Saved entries

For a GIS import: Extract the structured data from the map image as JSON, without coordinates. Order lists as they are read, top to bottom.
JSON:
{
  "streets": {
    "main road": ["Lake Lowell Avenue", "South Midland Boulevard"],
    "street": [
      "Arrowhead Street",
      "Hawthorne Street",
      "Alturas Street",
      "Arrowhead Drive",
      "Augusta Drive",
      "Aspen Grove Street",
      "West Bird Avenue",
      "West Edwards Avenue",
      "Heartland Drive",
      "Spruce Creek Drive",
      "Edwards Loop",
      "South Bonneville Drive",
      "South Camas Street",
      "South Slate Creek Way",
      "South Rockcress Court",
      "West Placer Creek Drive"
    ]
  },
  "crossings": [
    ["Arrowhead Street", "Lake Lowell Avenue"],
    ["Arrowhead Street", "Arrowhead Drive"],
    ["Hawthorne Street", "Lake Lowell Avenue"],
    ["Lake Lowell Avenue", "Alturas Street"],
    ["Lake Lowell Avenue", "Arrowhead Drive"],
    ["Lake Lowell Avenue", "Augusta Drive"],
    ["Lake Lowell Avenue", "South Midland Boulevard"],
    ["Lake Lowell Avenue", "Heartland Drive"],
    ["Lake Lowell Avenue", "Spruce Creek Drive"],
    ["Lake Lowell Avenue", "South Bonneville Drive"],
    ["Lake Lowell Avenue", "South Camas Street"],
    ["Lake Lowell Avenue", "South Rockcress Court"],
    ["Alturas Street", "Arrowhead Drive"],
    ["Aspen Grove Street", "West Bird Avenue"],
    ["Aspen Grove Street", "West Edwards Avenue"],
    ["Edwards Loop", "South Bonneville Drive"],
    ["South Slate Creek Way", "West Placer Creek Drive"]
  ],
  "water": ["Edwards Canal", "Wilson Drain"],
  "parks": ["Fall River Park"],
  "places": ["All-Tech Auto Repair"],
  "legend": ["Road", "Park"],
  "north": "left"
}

» **Instructions for the task**:
Print every record exactly as written.

» **Solution to the exercise**:
For a GIS import: Extract the structured data from the map image as JSON, without coordinates. Order lists as they are read, top to bottom.
JSON:
{
  "streets": {
    "main road": ["Lake Lowell Avenue", "South Midland Boulevard"],
    "street": [
      "Arrowhead Street",
      "Hawthorne Street",
      "Alturas Street",
      "Arrowhead Drive",
      "Augusta Drive",
      "Aspen Grove Street",
      "West Bird Avenue",
      "West Edwards Avenue",
      "Heartland Drive",
      "Spruce Creek Drive",
      "Edwards Loop",
      "South Bonneville Drive",
      "South Camas Street",
      "South Slate Creek Way",
      "South Rockcress Court",
      "West Placer Creek Drive"
    ]
  },
  "crossings": [
    ["Arrowhead Street", "Lake Lowell Avenue"],
    ["Arrowhead Street", "Arrowhead Drive"],
    ["Hawthorne Street", "Lake Lowell Avenue"],
    ["Lake Lowell Avenue", "Alturas Street"],
    ["Lake Lowell Avenue", "Arrowhead Drive"],
    ["Lake Lowell Avenue", "Augusta Drive"],
    ["Lake Lowell Avenue", "South Midland Boulevard"],
    ["Lake Lowell Avenue", "Heartland Drive"],
    ["Lake Lowell Avenue", "Spruce Creek Drive"],
    ["Lake Lowell Avenue", "South Bonneville Drive"],
    ["Lake Lowell Avenue", "South Camas Street"],
    ["Lake Lowell Avenue", "South Rockcress Court"],
    ["Alturas Street", "Arrowhead Drive"],
    ["Aspen Grove Street", "West Bird Avenue"],
    ["Aspen Grove Street", "West Edwards Avenue"],
    ["Edwards Loop", "South Bonneville Drive"],
    ["South Slate Creek Way", "West Placer Creek Drive"]
  ],
  "water": ["Edwards Canal", "Wilson Drain"],
  "parks": ["Fall River Park"],
  "places": ["All-Tech Auto Repair"],
  "legend": ["Road", "Park"],
  "north": "left"
}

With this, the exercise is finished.